Formée à l’Académie libanaise des beaux-arts, Micheline Nohra s’affirme par une identité artistique bien particulière qu’elle définit elle-même comme libre, intuitive et spontanée. L’artiste peint avec des couleurs acryliques vives et fortes et communique ainsi à ses toiles dynamisme et joie de vivre.

Cette sensibilité à fleur de peau est presque palpable puisque’on se laisse surprendre dès le départ par un univers artistique foisonnant et fantaisiste, agité de turbulences. Turbulence du mouvement, lignes dynamiques indomptées, filaments colorés courent sur la toile, s’agitent de manière désordonnée, bouillonnent à la manière de spaghettis pour faire apparaître des têtes et des personnages qui s’emmêlent et se bousculent, ou pour faire surgir un champ d’herbes folles ou traversées d’épis.

L’artiste semble tenir à la main, en guise de pinceau, une bobine dont les fils se déroulent, s’enroulent et s’enchevêtrent en un fouillis aussi inextricable et complexe que la trame de la vie même. Sur certaines toiles, des visages anonymes, effacés, semblent traversés d’un fluide, sont comme chargés d’énergie ou habités d’une lumière intérieure.

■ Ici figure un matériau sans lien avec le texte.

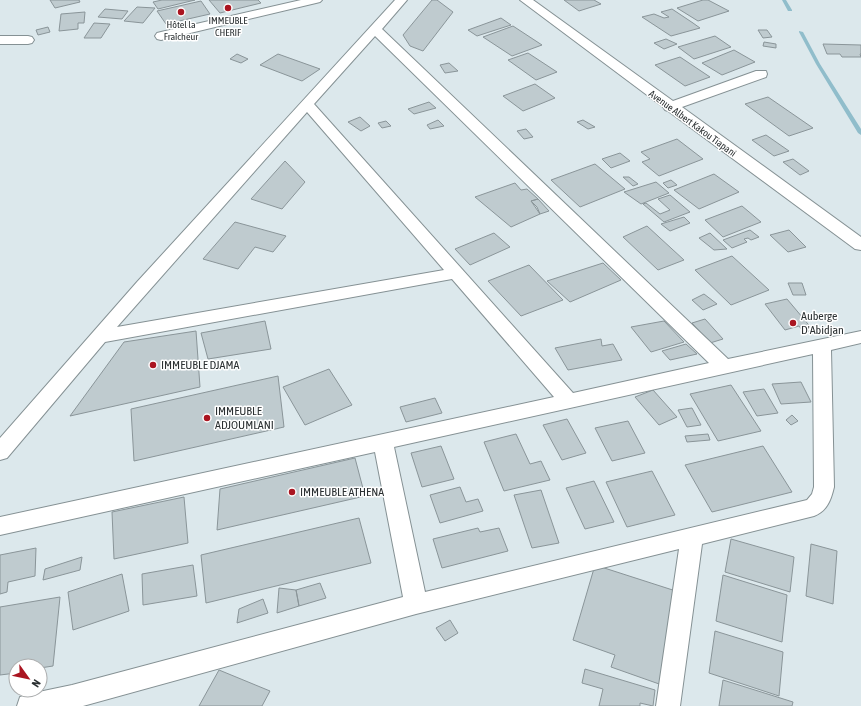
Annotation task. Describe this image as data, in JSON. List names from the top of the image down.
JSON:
{
  "streets": {
    "street": ["Avenue Albert Kakou Tiapani"]
  },
  "places": [
    "IMMEUBLE CHERIF",
    "Hôtel la Fraîcheur",
    "Auberge D'Abidjan",
    "IMMEUBLE DJAMA",
    "IMMEUBLE ADJOUMLANI",
    "IMMEUBLE ATHENA"
  ],
  "north": "bottom right"
}
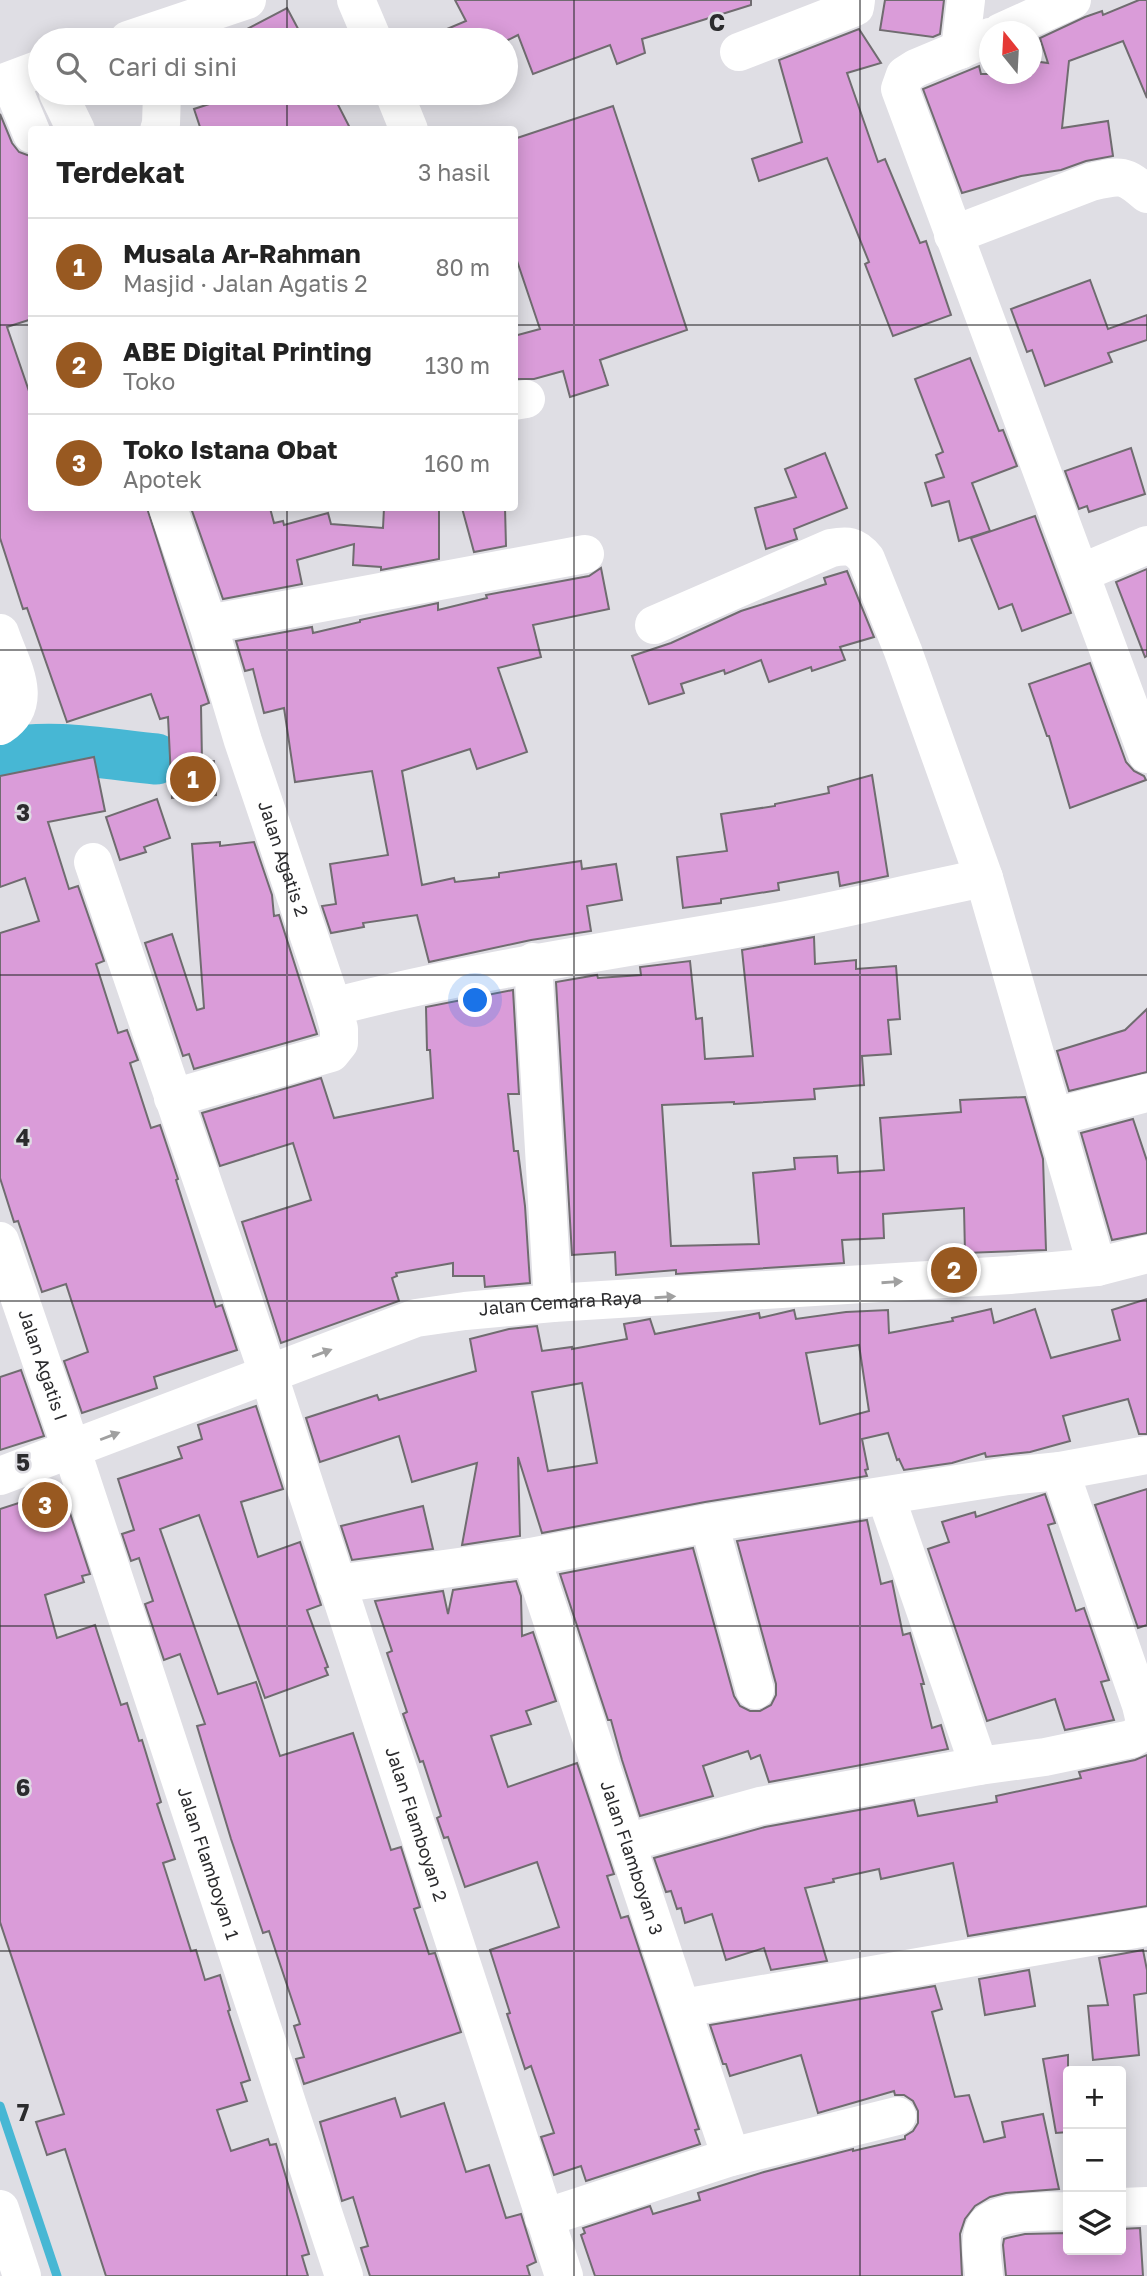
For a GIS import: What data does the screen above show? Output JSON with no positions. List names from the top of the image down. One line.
{"streets":{"main road":["Jalan Agatis 2","Jalan Cemara Raya","Jalan Agatis I","Jalan Flamboyan 2","Jalan Flamboyan 3","Jalan Flamboyan 1"]},"crossings":[["Jalan Agatis 2","Jalan Flamboyan 2"],["Jalan Cemara Raya","Jalan Agatis I"],["Jalan Cemara Raya","Jalan Flamboyan 2"],["Jalan Cemara Raya","Jalan Flamboyan 1"],["Jalan Agatis I","Jalan Flamboyan 1"]],"north":"top","page":{"search":"Cari di sini","heading":["Terdekat","3 hasil"],"list":[{"mark":"1","name":"Musala Ar-Rahman","note":"Masjid · Jalan Agatis 2","value":"80 m"},{"mark":"2","name":"ABE Digital Printing","note":"Toko","value":"130 m"},{"mark":"3","name":"Toko Istana Obat","note":"Apotek","value":"160 m"}],"pins":["1","2","3"],"map_buttons":["+","−"]},"grid":{"columns":["C"],"rows":["3","4","5","6","7"]}}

Quel sens donner à ces visages mystérieux? Masques de convenance, reflets de soi et de l’Autre, deux énigmes à déchiffrer?

D’autres tableaux affichent des têtes coiffées d’un turban rappelant le chef-d’œuvre de Van Eyk, ou portent le tarbouche pour un clin d’œil tendre et amusé aux travers d’une société libanaise machiste qui acclame la naissance du garçon, symbole de force virile, mais qui, superstitieuse, continue à craindre le mauvais œil.

Sur d’autres toiles, des têtes de clowns tristes flottent, désinvoltes, comme désemparées. La déformation voulue des traits faisant effet de caricature accentue la force d’expression de ces créatures colorées, les rendant presque mobiles, étrangement vivantes. Ailleurs, des faces aux yeux exorbités ou vides en forme de boules rouges ou bleus, œil de travers ou œil cyclopes, fascinent, interpellent et suscitent tour à tour inquiétude et curiosité. D’autres œuvres sont triturées de lignes entrecoupées qui semblent voler en éclat et exploser la toile d’une myriade de couleurs.

L’originalité et l’audace de l’exposition ne cessent de surprendre et l’on prend plaisir à se laisser entraîner dans sa dynamique joyeuse, à s’imprégner de ses ondes positives, souhaitant en garder l’effet tonique, en garder la mémoire indéfiniment.